Collected data entries
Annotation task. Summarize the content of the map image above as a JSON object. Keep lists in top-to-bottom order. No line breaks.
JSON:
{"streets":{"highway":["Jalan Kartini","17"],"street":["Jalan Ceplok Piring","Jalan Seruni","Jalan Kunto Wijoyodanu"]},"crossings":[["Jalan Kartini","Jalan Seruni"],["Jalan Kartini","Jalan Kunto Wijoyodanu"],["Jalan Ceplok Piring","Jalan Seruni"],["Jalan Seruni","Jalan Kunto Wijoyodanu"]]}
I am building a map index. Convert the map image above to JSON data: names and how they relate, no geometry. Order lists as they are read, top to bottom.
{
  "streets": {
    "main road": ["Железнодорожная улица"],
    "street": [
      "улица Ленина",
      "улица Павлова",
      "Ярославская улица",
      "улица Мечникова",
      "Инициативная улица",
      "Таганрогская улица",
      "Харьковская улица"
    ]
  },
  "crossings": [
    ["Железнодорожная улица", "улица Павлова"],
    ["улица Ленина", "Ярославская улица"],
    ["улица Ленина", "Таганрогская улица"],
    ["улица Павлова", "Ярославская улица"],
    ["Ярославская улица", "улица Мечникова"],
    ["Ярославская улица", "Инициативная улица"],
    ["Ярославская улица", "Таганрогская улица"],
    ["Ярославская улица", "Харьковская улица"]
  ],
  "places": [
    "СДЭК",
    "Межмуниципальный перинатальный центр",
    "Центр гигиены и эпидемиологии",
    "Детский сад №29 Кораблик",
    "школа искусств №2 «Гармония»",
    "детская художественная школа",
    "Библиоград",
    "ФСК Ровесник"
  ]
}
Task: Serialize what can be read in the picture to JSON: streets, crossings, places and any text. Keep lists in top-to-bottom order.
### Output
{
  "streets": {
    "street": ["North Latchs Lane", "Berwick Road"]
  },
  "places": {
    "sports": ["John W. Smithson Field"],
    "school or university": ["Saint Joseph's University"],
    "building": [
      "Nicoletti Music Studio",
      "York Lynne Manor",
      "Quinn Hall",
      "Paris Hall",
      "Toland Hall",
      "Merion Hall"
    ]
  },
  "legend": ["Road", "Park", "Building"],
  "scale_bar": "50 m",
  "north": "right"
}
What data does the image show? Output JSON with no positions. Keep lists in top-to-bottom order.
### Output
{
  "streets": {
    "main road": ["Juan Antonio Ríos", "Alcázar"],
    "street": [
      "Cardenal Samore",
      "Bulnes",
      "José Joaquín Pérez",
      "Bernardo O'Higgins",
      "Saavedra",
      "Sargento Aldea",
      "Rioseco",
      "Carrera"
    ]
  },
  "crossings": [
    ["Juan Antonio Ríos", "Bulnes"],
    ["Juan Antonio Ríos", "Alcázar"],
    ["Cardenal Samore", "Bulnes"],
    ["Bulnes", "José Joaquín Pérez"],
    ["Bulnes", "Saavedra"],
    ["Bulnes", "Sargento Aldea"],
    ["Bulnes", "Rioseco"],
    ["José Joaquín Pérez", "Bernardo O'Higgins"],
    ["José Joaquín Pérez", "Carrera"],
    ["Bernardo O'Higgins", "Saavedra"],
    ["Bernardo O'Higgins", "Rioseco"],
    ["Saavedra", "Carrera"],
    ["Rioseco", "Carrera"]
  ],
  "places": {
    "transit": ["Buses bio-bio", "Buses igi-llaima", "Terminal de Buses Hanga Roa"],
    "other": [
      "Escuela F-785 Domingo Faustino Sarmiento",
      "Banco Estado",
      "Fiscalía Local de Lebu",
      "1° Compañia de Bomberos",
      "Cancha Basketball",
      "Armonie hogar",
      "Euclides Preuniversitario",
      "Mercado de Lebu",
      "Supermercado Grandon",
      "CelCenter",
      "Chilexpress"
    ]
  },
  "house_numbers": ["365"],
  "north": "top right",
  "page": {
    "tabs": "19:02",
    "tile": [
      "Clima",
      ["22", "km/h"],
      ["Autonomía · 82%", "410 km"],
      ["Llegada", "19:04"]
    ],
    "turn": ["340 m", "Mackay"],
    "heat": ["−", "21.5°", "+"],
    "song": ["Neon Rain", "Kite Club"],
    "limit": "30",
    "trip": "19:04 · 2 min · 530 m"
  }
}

> [ASSIGNED TASK]: A word-for-word repeat of the full data is needed.

> [REPLY TO THE EXERCISE]:
Annotation task. Summarize the content of the map image above as a JSON object. Keep lists in top-to-bottom order. No line breaks.
JSON:
{"streets":{"highway":["Jalan Kartini","17"],"street":["Jalan Ceplok Piring","Jalan Seruni","Jalan Kunto Wijoyodanu"]},"crossings":[["Jalan Kartini","Jalan Seruni"],["Jalan Kartini","Jalan Kunto Wijoyodanu"],["Jalan Ceplok Piring","Jalan Seruni"],["Jalan Seruni","Jalan Kunto Wijoyodanu"]]}
I am building a map index. Convert the map image above to JSON data: names and how they relate, no geometry. Order lists as they are read, top to bottom.
{
  "streets": {
    "main road": ["Железнодорожная улица"],
    "street": [
      "улица Ленина",
      "улица Павлова",
      "Ярославская улица",
      "улица Мечникова",
      "Инициативная улица",
      "Таганрогская улица",
      "Харьковская улица"
    ]
  },
  "crossings": [
    ["Железнодорожная улица", "улица Павлова"],
    ["улица Ленина", "Ярославская улица"],
    ["улица Ленина", "Таганрогская улица"],
    ["улица Павлова", "Ярославская улица"],
    ["Ярославская улица", "улица Мечникова"],
    ["Ярославская улица", "Инициативная улица"],
    ["Ярославская улица", "Таганрогская улица"],
    ["Ярославская улица", "Харьковская улица"]
  ],
  "places": [
    "СДЭК",
    "Межмуниципальный перинатальный центр",
    "Центр гигиены и эпидемиологии",
    "Детский сад №29 Кораблик",
    "школа искусств №2 «Гармония»",
    "детская художественная школа",
    "Библиоград",
    "ФСК Ровесник"
  ]
}
Task: Serialize what can be read in the picture to JSON: streets, crossings, places and any text. Keep lists in top-to-bottom order.
### Output
{
  "streets": {
    "street": ["North Latchs Lane", "Berwick Road"]
  },
  "places": {
    "sports": ["John W. Smithson Field"],
    "school or university": ["Saint Joseph's University"],
    "building": [
      "Nicoletti Music Studio",
      "York Lynne Manor",
      "Quinn Hall",
      "Paris Hall",
      "Toland Hall",
      "Merion Hall"
    ]
  },
  "legend": ["Road", "Park", "Building"],
  "scale_bar": "50 m",
  "north": "right"
}
What data does the image show? Output JSON with no positions. Keep lists in top-to-bottom order.
### Output
{
  "streets": {
    "main road": ["Juan Antonio Ríos", "Alcázar"],
    "street": [
      "Cardenal Samore",
      "Bulnes",
      "José Joaquín Pérez",
      "Bernardo O'Higgins",
      "Saavedra",
      "Sargento Aldea",
      "Rioseco",
      "Carrera"
    ]
  },
  "crossings": [
    ["Juan Antonio Ríos", "Bulnes"],
    ["Juan Antonio Ríos", "Alcázar"],
    ["Cardenal Samore", "Bulnes"],
    ["Bulnes", "José Joaquín Pérez"],
    ["Bulnes", "Saavedra"],
    ["Bulnes", "Sargento Aldea"],
    ["Bulnes", "Rioseco"],
    ["José Joaquín Pérez", "Bernardo O'Higgins"],
    ["José Joaquín Pérez", "Carrera"],
    ["Bernardo O'Higgins", "Saavedra"],
    ["Bernardo O'Higgins", "Rioseco"],
    ["Saavedra", "Carrera"],
    ["Rioseco", "Carrera"]
  ],
  "places": {
    "transit": ["Buses bio-bio", "Buses igi-llaima", "Terminal de Buses Hanga Roa"],
    "other": [
      "Escuela F-785 Domingo Faustino Sarmiento",
      "Banco Estado",
      "Fiscalía Local de Lebu",
      "1° Compañia de Bomberos",
      "Cancha Basketball",
      "Armonie hogar",
      "Euclides Preuniversitario",
      "Mercado de Lebu",
      "Supermercado Grandon",
      "CelCenter",
      "Chilexpress"
    ]
  },
  "house_numbers": ["365"],
  "north": "top right",
  "page": {
    "tabs": "19:02",
    "tile": [
      "Clima",
      ["22", "km/h"],
      ["Autonomía · 82%", "410 km"],
      ["Llegada", "19:04"]
    ],
    "turn": ["340 m", "Mackay"],
    "heat": ["−", "21.5°", "+"],
    "song": ["Neon Rain", "Kite Club"],
    "limit": "30",
    "trip": "19:04 · 2 min · 530 m"
  }
}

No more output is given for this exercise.